Records drawn from a dataset:
··········

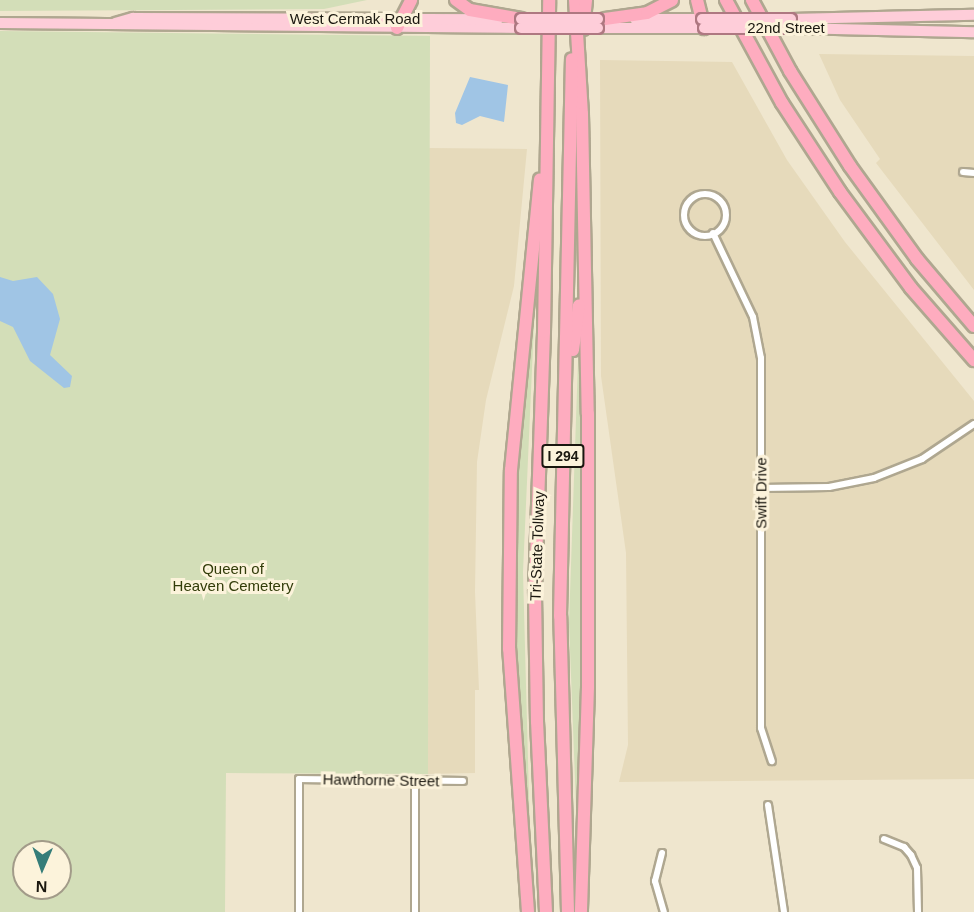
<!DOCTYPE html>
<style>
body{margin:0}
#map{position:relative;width:974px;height:912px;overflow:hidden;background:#efe6ce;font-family:Arial,sans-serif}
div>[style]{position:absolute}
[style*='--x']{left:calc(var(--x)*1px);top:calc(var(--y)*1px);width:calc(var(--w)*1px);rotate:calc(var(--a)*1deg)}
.built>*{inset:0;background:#e6dabb}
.green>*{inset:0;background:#d3deb8}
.water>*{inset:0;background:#a0c5e5}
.roads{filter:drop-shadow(2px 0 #afa790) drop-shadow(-2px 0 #afa790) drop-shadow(0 2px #afa790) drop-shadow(0 -2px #afa790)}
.street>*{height:6px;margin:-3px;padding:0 3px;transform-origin:3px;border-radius:3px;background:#fff}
.street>.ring{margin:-3px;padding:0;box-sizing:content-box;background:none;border:6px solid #fff;border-radius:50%}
.primary>*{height:10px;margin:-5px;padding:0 5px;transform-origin:5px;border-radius:5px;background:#fecdd9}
.highway>*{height:12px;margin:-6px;padding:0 6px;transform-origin:6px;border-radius:6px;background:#feacbf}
.bridges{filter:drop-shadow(2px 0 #ae7881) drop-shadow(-2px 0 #ae7881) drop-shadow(0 2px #ae7881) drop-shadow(0 -2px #ae7881)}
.primary-bridge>*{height:10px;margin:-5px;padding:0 5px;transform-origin:5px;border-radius:5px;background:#fecdd9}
span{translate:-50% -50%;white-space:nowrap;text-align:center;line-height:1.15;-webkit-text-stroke:6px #fcf3db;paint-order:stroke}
.shield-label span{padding:2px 4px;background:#fcf3db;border:2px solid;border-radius:4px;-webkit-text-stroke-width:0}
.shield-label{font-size:14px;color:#1a170f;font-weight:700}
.street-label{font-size:15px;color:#1a170f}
.park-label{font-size:15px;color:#323c09}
.north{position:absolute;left:12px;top:840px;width:60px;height:60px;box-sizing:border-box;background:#fcf3db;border:2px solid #a29b89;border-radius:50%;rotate:182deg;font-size:16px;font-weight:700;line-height:24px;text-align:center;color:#1a170f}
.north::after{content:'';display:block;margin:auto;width:21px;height:27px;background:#357d79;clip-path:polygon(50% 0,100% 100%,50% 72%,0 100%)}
</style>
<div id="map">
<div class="built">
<div style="clip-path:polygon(819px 54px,974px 56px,974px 290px,876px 163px,880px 159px,840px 100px)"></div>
<div style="clip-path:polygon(600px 60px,732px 62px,787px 160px,845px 242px,974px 401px,974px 779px,619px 782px,628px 745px,626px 553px,601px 376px)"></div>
<div style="clip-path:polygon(429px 148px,527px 149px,514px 286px,486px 400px,477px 462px,475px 592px,479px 690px,475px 690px,475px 773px,428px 774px)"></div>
</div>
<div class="green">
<div style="clip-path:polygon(0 0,367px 0,324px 9px,0 11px)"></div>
<div style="clip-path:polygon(evenodd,0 31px,430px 36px,428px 774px,226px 773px,225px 912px,0 912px,0 31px,24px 852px,60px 852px,60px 888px,24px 888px,24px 852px)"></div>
<div style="clip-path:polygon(536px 279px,523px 572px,531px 873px,516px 692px,514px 589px,518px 589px,518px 578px,513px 578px,517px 445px)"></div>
<div style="clip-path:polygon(579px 332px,584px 578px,580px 578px,580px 589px,585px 589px,576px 806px,569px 623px)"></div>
</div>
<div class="water">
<div style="clip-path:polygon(470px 77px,508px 85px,504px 122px,480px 116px,462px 125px,456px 123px,455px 113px)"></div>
<div style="clip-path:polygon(0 277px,13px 281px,37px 277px,53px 294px,60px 319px,50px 355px,72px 376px,70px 387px,64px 388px,30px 361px,13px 327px,0 321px)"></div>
</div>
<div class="roads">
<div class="street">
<div style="--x:963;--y:172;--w:11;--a:5"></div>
<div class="ring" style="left:684px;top:194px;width:36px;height:36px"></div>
<div style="--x:713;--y:233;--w:93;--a:64.5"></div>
<div style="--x:753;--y:317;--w:42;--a:79"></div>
<div style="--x:761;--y:358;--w:370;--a:90"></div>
<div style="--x:761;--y:728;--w:35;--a:72"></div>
<div style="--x:761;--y:488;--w:68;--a:-0.8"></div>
<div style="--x:829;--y:487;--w:46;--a:-11.3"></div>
<div style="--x:874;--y:478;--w:52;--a:-21.6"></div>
<div style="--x:922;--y:459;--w:63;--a:-33.9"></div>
<div style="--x:768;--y:805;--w:108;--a:81.5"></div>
<div style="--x:884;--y:839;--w:22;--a:22"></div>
<div style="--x:904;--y:847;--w:11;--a:49"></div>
<div style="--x:911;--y:855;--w:14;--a:65"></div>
<div style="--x:917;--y:868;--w:44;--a:88.7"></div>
<div style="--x:662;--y:853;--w:29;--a:104"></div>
<div style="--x:655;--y:881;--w:32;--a:74"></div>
<div style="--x:299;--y:912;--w:133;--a:-90"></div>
<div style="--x:299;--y:779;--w:164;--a:0.7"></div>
<div style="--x:415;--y:912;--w:131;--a:-90"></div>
</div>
<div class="primary">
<div style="--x:635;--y:19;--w:67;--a:0"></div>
<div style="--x:791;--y:19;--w:183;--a:-1.3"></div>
<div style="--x:0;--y:23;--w:521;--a:0.55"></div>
<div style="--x:115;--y:23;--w:19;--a:-16"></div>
<div style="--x:133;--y:18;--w:365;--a:0.2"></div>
<div style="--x:598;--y:28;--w:106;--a:0"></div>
<div style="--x:792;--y:28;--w:182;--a:1.3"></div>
</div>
<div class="highway">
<div style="--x:456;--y:0;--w:17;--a:36"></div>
<div style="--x:470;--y:10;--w:52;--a:10"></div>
<div style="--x:575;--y:0;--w:114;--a:86.5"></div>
<div style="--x:582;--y:114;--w:300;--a:88.9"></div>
<div style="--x:588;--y:414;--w:273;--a:90"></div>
<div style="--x:588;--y:687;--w:225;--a:91.8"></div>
<div style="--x:697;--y:0;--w:29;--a:76"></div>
<div style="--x:726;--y:0;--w:117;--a:61.5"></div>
<div style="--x:782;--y:103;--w:106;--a:56.9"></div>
<div style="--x:840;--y:192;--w:119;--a:53.5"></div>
<div style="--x:911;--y:288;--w:96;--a:48.8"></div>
<div style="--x:752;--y:0;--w:81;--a:61.8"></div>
<div style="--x:790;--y:71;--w:112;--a:57.7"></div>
<div style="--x:850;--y:166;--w:115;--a:54.2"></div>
<div style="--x:917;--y:259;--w:88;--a:49.6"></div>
<div style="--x:605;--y:19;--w:42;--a:-8.1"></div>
<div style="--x:647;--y:13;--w:28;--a:-27"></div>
<div style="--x:397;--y:28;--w:31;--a:-63"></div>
<div style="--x:583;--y:29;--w:29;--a:-84"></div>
<div style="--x:573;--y:350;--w:45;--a:-82.4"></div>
<div style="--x:528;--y:912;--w:264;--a:-94.1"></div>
<div style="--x:509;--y:649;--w:179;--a:-89.4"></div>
<div style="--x:511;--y:470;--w:292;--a:-84.3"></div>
<div style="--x:546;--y:912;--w:190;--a:-92.7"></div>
<div style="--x:537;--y:722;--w:132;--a:-90.9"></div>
<div style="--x:535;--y:590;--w:258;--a:-88"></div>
<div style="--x:544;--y:332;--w:332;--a:-89.1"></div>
<div style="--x:568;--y:912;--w:296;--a:-91.5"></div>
<div style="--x:560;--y:616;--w:557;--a:-88.77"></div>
</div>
</div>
<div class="bridges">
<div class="primary-bridge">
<div style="--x:521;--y:19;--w:77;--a:0"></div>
<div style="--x:702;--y:19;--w:89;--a:0"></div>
<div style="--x:521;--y:28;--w:77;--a:0"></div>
<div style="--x:704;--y:28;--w:88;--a:0"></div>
</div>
</div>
<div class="shield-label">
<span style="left:563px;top:456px">I 294</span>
</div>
<div class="street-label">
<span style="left:355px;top:19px">West Cermak Road</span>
<span style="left:786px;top:28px">22nd Street</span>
<span style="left:761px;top:493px;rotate:-90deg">Swift Drive</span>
<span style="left:537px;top:546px;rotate:-88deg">Tri-State Tollway</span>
<span style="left:381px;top:780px;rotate:1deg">Hawthorne Street</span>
</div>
<div class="park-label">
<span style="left:233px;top:577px">Queen of<br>Heaven Cemetery</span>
</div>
<div class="north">N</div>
</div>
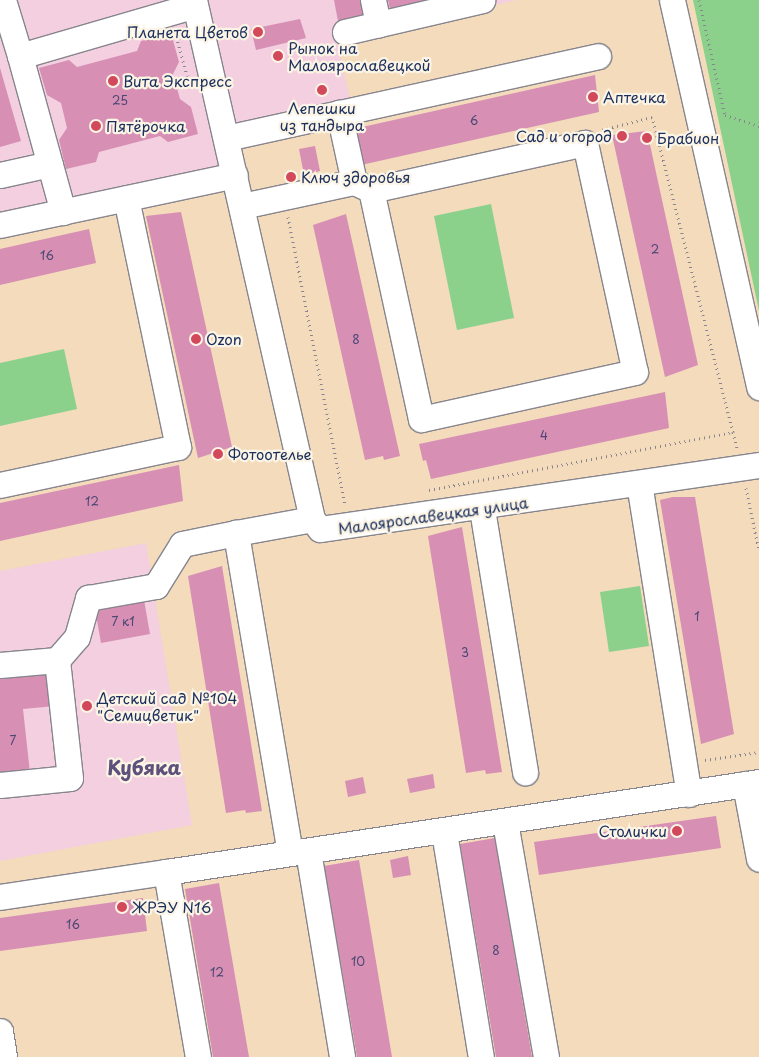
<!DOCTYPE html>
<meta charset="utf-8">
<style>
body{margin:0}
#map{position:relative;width:759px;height:1057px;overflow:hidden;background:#f3dbbc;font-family:"Playpen Sans",sans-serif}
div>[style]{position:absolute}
.built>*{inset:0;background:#f3cfe0}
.green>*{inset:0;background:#8bd18c}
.building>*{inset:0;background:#d78fb4}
.path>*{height:3px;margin-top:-1.5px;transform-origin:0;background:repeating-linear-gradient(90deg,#87858d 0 1px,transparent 0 5px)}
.roads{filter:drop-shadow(1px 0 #87858d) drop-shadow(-1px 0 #87858d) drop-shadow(0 1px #87858d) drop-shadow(0 -1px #87858d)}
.minor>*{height:25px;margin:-12.5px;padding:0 12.5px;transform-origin:12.5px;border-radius:12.5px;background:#fff}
.dots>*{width:14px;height:14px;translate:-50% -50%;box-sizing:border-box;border:2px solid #fcf5e5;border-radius:50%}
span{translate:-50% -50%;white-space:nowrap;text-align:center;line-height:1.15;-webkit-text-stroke:4.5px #fcf5e5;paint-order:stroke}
.number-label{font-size:12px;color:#4a4774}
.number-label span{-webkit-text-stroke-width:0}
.poi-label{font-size:15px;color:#1b2f5e}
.right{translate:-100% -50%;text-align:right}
.left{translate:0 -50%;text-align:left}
.street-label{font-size:15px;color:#1b2f5e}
.district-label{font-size:20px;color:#5d517c;font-weight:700}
</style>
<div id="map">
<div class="built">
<i style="clip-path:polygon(0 0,516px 0,337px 42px,350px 99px,213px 131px,221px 169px,0 215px)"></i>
<i style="clip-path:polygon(146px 543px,192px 825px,0 861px,0 571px)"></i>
</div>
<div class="green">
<i style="clip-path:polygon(693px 0,759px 0,759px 311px)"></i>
<i style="clip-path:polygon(491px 204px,514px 318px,457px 330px,434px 216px)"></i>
<i style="clip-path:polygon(64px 349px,77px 409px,0 426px,0 363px)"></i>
<i style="clip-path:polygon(640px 586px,649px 646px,609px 652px,600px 592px)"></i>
</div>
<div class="building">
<i style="clip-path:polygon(334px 0,367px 0,370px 14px,338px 21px)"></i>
<i style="clip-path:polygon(388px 0,428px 0,390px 9px)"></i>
<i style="clip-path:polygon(300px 19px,306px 38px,256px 50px,251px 29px)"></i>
<i style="clip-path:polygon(171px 33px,179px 62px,173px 74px,180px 99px,191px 107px,198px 134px,168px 142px,160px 136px,99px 152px,96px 162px,66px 169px,59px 140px,67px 128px,61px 103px,47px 95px,39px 68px,69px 60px,77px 67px,137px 51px,141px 41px)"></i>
<i style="clip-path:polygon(0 68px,21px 141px,0 147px)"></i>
<i style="clip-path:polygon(595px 75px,599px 112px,361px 165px,349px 130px)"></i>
<i style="clip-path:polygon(647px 131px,698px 365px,665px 377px,612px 135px)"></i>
<i style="clip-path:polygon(315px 146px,320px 171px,304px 175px,299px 149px)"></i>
<i style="clip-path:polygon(181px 212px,232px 447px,198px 458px,146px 216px)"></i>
<i style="clip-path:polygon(346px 214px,400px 456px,384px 460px,383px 456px,365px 460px,313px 225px)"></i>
<i style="clip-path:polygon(89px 229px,96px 263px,0 285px,0 249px)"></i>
<i style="clip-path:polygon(665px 392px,669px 428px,431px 479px,426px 460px,423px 461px,419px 444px)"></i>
<i style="clip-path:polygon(179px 465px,183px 501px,0 541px,0 503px)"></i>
<i style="clip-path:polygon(673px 497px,695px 497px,734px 734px,701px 744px,660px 500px)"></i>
<i style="clip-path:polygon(462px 527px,502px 772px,486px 774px,485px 770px,466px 773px,428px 536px)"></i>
<i style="clip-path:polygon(222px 566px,262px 811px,246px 813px,245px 810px,226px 813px,188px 576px)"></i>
<i style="clip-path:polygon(144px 600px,150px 634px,101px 643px,95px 609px)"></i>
<i style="clip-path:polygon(51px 672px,55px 706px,23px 709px,30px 773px,0 777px,0 678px)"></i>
<i style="clip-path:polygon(433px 774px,435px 788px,410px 793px,407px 779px)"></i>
<i style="clip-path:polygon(363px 777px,366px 793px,348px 797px,345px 781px)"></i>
<i style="clip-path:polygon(716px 816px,721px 848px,539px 875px,534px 842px)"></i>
<i style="clip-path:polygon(495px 838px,532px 1057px,496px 1057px,460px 844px)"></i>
<i style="clip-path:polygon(408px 856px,411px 875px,393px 878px,390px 860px)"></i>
<i style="clip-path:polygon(359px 860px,392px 1057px,357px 1057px,324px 866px)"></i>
<i style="clip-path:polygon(219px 883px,249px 1057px,213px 1057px,185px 889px)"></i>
<i style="clip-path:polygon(143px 898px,147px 931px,0 951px,0 918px)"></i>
</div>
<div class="path">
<i style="left:699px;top:0;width:118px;rotate:77.3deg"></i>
<i style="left:725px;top:115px;width:36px;rotate:18deg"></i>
<i style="left:175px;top:32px;width:53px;rotate:74.6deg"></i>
<i style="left:288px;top:217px;width:294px;rotate:78.8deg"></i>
<i style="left:733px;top:432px;width:16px;rotate:76deg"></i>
<i style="left:746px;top:488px;width:64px;rotate:78.3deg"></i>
<i style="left:429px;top:490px;width:309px;rotate:-10.8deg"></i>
<i style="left:733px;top:432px;width:325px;rotate:-104.4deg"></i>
<i style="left:652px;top:117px;width:53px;rotate:165.7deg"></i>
<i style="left:705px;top:760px;width:55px;rotate:-8.4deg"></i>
</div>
<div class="roads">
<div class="minor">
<i style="left:194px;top:0;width:532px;rotate:77.19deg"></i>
<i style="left:312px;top:519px;width:13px;rotate:51deg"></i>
<i style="left:320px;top:529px;width:444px;rotate:-8.3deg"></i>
<i style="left:373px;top:0;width:25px;rotate:78deg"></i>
<i style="left:672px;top:0;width:397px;rotate:77.3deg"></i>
<i style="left:0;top:1px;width:3px;rotate:-18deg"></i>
<i style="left:3px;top:0;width:59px;rotate:73.1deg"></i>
<i style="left:20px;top:56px;width:182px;rotate:-16.2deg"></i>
<i style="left:345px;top:32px;width:141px;rotate:-13.1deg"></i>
<i style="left:20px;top:56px;width:162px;rotate:74.6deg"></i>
<i style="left:226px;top:138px;width:381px;rotate:-12.4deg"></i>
<i style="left:0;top:175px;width:51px;rotate:-12.4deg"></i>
<i style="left:354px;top:182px;width:19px;rotate:25deg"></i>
<i style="left:371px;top:190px;width:219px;rotate:-12.4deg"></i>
<i style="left:585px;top:143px;width:234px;rotate:77.7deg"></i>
<i style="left:635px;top:372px;width:219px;rotate:167.6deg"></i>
<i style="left:421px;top:419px;width:234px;rotate:-102.3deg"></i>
<i style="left:242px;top:206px;width:115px;rotate:-12.1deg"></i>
<i style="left:354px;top:182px;width:71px;rotate:-102.3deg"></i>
<i style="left:0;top:225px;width:240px;rotate:-12deg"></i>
<i style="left:639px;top:483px;width:315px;rotate:80.9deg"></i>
<i style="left:0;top:485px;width:182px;rotate:-12.1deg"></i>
<i style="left:178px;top:447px;width:254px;rotate:-101.8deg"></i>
<i style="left:482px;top:509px;width:267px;rotate:80.7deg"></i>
<i style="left:0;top:665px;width:57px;rotate:-5deg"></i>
<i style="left:57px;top:660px;width:30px;rotate:-49deg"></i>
<i style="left:77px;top:637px;width:41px;rotate:-74.2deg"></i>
<i style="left:88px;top:598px;width:69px;rotate:-10deg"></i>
<i style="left:156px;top:586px;width:49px;rotate:-58.2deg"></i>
<i style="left:182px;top:544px;width:55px;rotate:-11.5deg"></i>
<i style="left:745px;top:784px;width:76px;rotate:79.4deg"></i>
<i style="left:0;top:785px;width:70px;rotate:-5.7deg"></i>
<i style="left:70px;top:778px;width:119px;rotate:-96.3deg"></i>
<i style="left:505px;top:822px;width:239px;rotate:80.1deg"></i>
<i style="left:444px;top:832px;width:228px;rotate:80.7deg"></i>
<i style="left:308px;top:851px;width:209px;rotate:80.6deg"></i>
<i style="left:290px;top:853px;width:325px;rotate:-99.6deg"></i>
<i style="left:236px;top:533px;width:77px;rotate:-10.4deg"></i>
<i style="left:166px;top:872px;width:600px;rotate:-8.63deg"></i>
<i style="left:0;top:897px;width:168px;rotate:-8.6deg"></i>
<i style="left:166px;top:872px;width:188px;rotate:80.2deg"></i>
<i style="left:0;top:1031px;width:26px;rotate:81deg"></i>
</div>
</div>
<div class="dots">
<i style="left:258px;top:32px;background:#d1495b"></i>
<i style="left:278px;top:56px;background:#d1495b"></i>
<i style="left:113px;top:81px;background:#d1495b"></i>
<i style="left:322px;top:90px;background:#d1495b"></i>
<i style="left:593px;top:97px;background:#d1495b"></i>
<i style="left:96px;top:126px;background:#d1495b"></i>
<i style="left:622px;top:136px;background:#d1495b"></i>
<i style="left:647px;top:138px;background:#d1495b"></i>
<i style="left:291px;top:177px;background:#d1495b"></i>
<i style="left:196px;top:339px;background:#d1495b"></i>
<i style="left:218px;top:454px;background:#d1495b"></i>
<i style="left:87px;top:706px;background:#d1495b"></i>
<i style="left:677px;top:831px;background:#d1495b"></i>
<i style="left:122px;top:907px;background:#d1495b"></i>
</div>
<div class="number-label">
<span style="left:120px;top:101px">25</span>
<span style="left:474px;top:121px">6</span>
<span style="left:655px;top:250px">2</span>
<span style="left:47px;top:256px">16</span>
<span style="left:356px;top:340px">8</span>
<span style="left:544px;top:436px">4</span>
<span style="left:92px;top:502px">12</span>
<span style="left:697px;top:617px">1</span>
<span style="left:123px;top:622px">7 к1</span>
<span style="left:465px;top:653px">3</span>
<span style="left:13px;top:741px">7</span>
<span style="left:73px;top:925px">16</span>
<span style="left:496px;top:951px">8</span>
<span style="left:358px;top:962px">10</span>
<span style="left:217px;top:973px">12</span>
</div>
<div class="poi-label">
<span class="right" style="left:248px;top:32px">Планета Цветов</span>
<span class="left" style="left:288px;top:56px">Рынок на<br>Малоярославецкой</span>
<span class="left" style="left:123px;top:81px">Вита Экспресс</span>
<span class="left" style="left:603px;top:97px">Аптечка</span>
<span style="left:322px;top:116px">Лепешки<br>из тандыра</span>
<span class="left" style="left:106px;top:126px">Пятёрочка</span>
<span class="right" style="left:612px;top:136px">Сад и огород</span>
<span class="left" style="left:657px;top:138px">Брабион</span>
<span class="left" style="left:301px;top:177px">Ключ здоровья</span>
<span class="left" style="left:206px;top:339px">Ozon</span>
<span class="left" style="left:228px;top:454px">Фотоотелье</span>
<span class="left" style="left:97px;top:706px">Детский сад №104<br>"Семицветик"</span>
<span class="right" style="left:667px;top:831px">Столички</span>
<span class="left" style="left:132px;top:907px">ЖРЭУ N16</span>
</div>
<div class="street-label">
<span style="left:433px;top:515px;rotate:-8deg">Малоярославецкая улица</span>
</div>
<div class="district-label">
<span style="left:144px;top:767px">Кубяка</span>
</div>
</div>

··········

| Problem to solve |
Leave out the pictures. Return exactly the lines from the first line of the records to the line bearing "0 #ae7881) drop-shadow(-2px", inclusive.

| Answer to the exercise |
<!DOCTYPE html>
<style>
body{margin:0}
#map{position:relative;width:974px;height:912px;overflow:hidden;background:#efe6ce;font-family:Arial,sans-serif}
div>[style]{position:absolute}
[style*='--x']{left:calc(var(--x)*1px);top:calc(var(--y)*1px);width:calc(var(--w)*1px);rotate:calc(var(--a)*1deg)}
.built>*{inset:0;background:#e6dabb}
.green>*{inset:0;background:#d3deb8}
.water>*{inset:0;background:#a0c5e5}
.roads{filter:drop-shadow(2px 0 #afa790) drop-shadow(-2px 0 #afa790) drop-shadow(0 2px #afa790) drop-shadow(0 -2px #afa790)}
.street>*{height:6px;margin:-3px;padding:0 3px;transform-origin:3px;border-radius:3px;background:#fff}
.street>.ring{margin:-3px;padding:0;box-sizing:content-box;background:none;border:6px solid #fff;border-radius:50%}
.primary>*{height:10px;margin:-5px;padding:0 5px;transform-origin:5px;border-radius:5px;background:#fecdd9}
.highway>*{height:12px;margin:-6px;padding:0 6px;transform-origin:6px;border-radius:6px;background:#feacbf}
.bridges{filter:drop-shadow(2px 0 #ae7881) drop-shadow(-2px 0 #ae7881) drop-shadow(0 2px #ae7881) drop-shadow(0 -2px #ae7881)}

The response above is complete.